Rev Cubana Estomatol v.48 n.1 Ciudad de La Habana ene.-mar. 2011

 

PRESENTACIÓN DE CASOS

 

The importance of early diagnosis of large lipomas in the maxillofacial region

 

Importancia del diagnóstico precoz de los lipomas de células grandes en la región maxilofacial

 

 

Matheus Furtado de CarvalhoI; Thiago Pinheiro JunqueiraII; Rafael Reis de SouzaIII; Hermínia Marques CapistranoIV; Maria das Graças Afonso Miranda ChavesV

IDoctor in Dental Surgery. Universidade Federal de Juiz de Fora, Brazil.
IIBachelor in Sciences. Universidade Federal de Juiz de For a, Brazil.
IIIDoctor in Dental Surgery. Pontifícia Universidade Católica de Minas Gerais, Brazil.
IVDoctor in Philosiphy (Animal Sciences). Universidade Federal de Minas Gerais. Professor. Pontifícia Universidade Católica de Minas Gerais, Brazil.
VDoctor in Philosiphy (Oral Biopatology). Universidade Estadual Paulista. Professor. Universidade Federal de Juiz de For a, Brazil.


ABSTRACT

Lipoma is a benign tumor composed of proliferation of mature fat cells interspersed by fibrous connective tissue, blood vessels and muscles, delimited by a thin capsule. Although it represents a mesenchymal neoplasm most common human body, are rare occurrences in the oral cavity. Presents clinical and histopathological variables that do not alter their prognosis. The pathogenesis is still uncertain, although some authors consider heredity and endocrine disorders as possible causes. Occurs with greater prevalence in obese people, although their metabolism is completely independent of the normal body lipid metabolism. The clinical diagnosis of oral lipoma is the view of a nodular mass, soft, asymptomatic, flat surface, without ulceration and limited growth. The continuing growth of the lesion may cause difficulty in chewing, speech, dental adaptation and change in facial aesthetics of the patient, requiring surgical excision of the lesion. The final diagnosis is by histopathological examination. Aims to present a literature review and clinical cases of a retrospective study of 61 cases of lipomas diagnosed in pathological service between 1978 and 2009, among the 10 573 reports during that same period. It emphasizes the special cases of large lipomas of the maxillofacial region, and the importance of early diagnosis of these lesions. A dental surgeon should be able to diagnose lipomas in an early stage in the maxillofacial area avoiding a massive growth of these lesions.

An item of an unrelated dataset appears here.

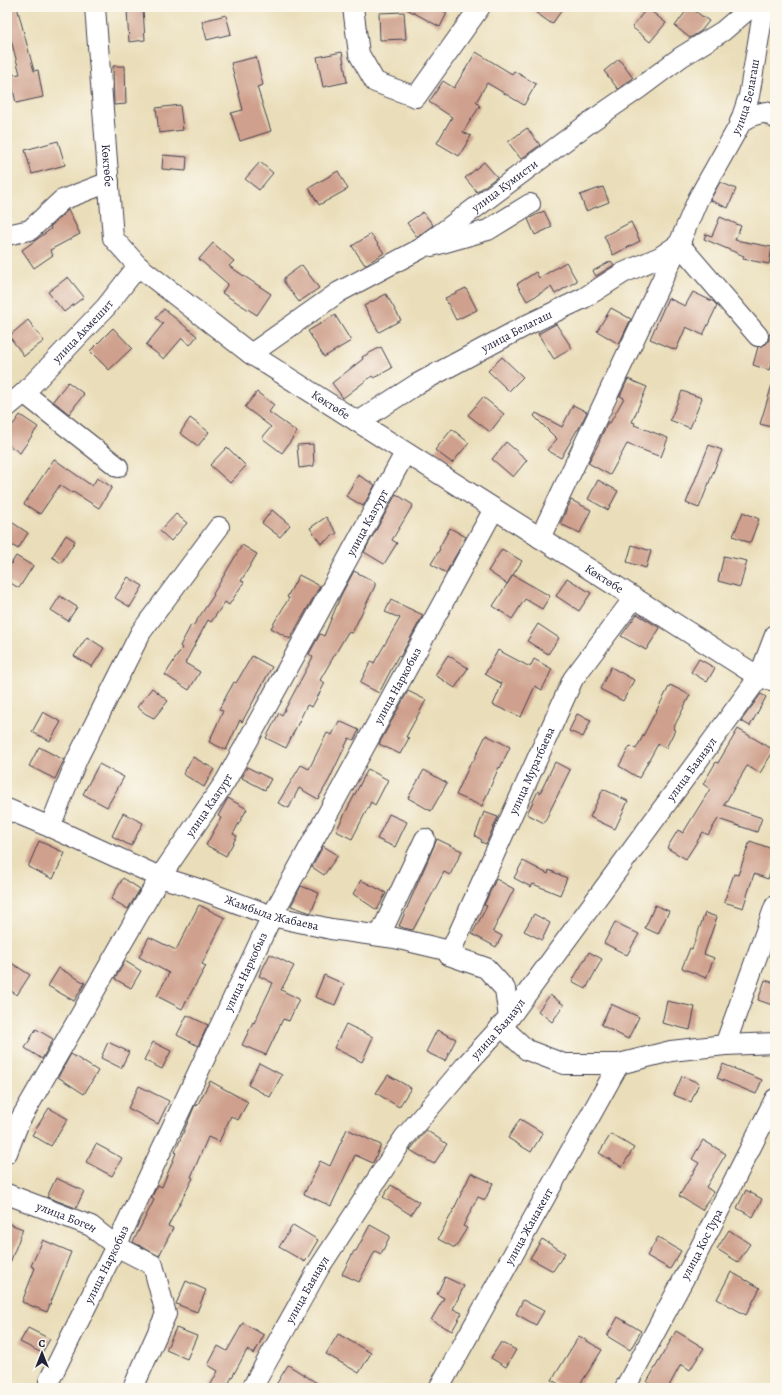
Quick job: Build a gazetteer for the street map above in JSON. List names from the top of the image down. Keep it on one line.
{"streets":{"street":["улица Белагаш","Көктөбе","улица Кумисти","улица Акмешит","улица Казгурт","улица Наркобыз","улица Баянаул","улица Муратбаева","Жамбыла Жабаева","улица Боген","улица Жанакент","улица Кос Тура"]},"crossings":[["улица Белагаш","Көктөбе"],["Көктөбе","улица Кумисти"],["Көктөбе","улица Акмешит"],["Көктөбе","улица Казгурт"],["Көктөбе","улица Наркобыз"],["Көктөбе","улица Баянаул"],["Көктөбе","улица Муратбаева"],["улица Казгурт","Жамбыла Жабаева"],["улица Наркобыз","Жамбыла Жабаева"],["улица Наркобыз","улица Боген"],["улица Баянаул","Жамбыла Жабаева"],["улица Муратбаева","Жамбыла Жабаева"]],"north":"top"}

Key words: lipoma, oral surgery, diagnosis.


RESUMEN

El lipoma es un tumor benigno compuesto por la proliferación de células adiposas maduras entremezcladas con el tejido conectivo fibroso, los vasos sanguíneos y/o músculos, delimitado por una fina cápsula. Aunque representa un neoplasma del mesénquima muy común del cuerpo humano, tiene raras ocurrencias en la cavidad bucal. Presenta variables clínicas e histopatológicas que no alteran su pronóstico. La patogénesis sigue siendo incierta aunque algunos autores consideran que los trastornos hereditarios y endocrinos son causas posibles. Ocurre con una mayor prevalencia en las personas obesas, aunque su metabolismo es totalmente independiente del metabolismo normal de los lípidos corporales. El diagnóstico clínico del lipoma bucal está relacionado con una masa nodular, blanda, asintomática, de superficie plana, sin ulceración y de crecimiento limitado. El continuo crecimiento de la lesión pudiera crear dificultad al masticar, al hablar, en la adaptación dental y cambio en la estética facial del paciente requiriendo la escisión de la lesión. Presentar una revisión de la literatura y de los casos clínicos de un estudio retrospectivo de 61 casos de lipomas diagnosticados en el servicio de patología entre 1978 y 2009 entre los 10 573 informes hechos durante ese mismo período. Se enfatizan los casos especiales de lipomas grandes de la región maxilofacial y la importancia del diagnóstico temprano de estas lesiones. Un cirujano dental debe ser capaz de diagnosticar los lipomas en una etapa temprana en el área maxilofacial para evitar un crecimiento masivo de estas lesiones.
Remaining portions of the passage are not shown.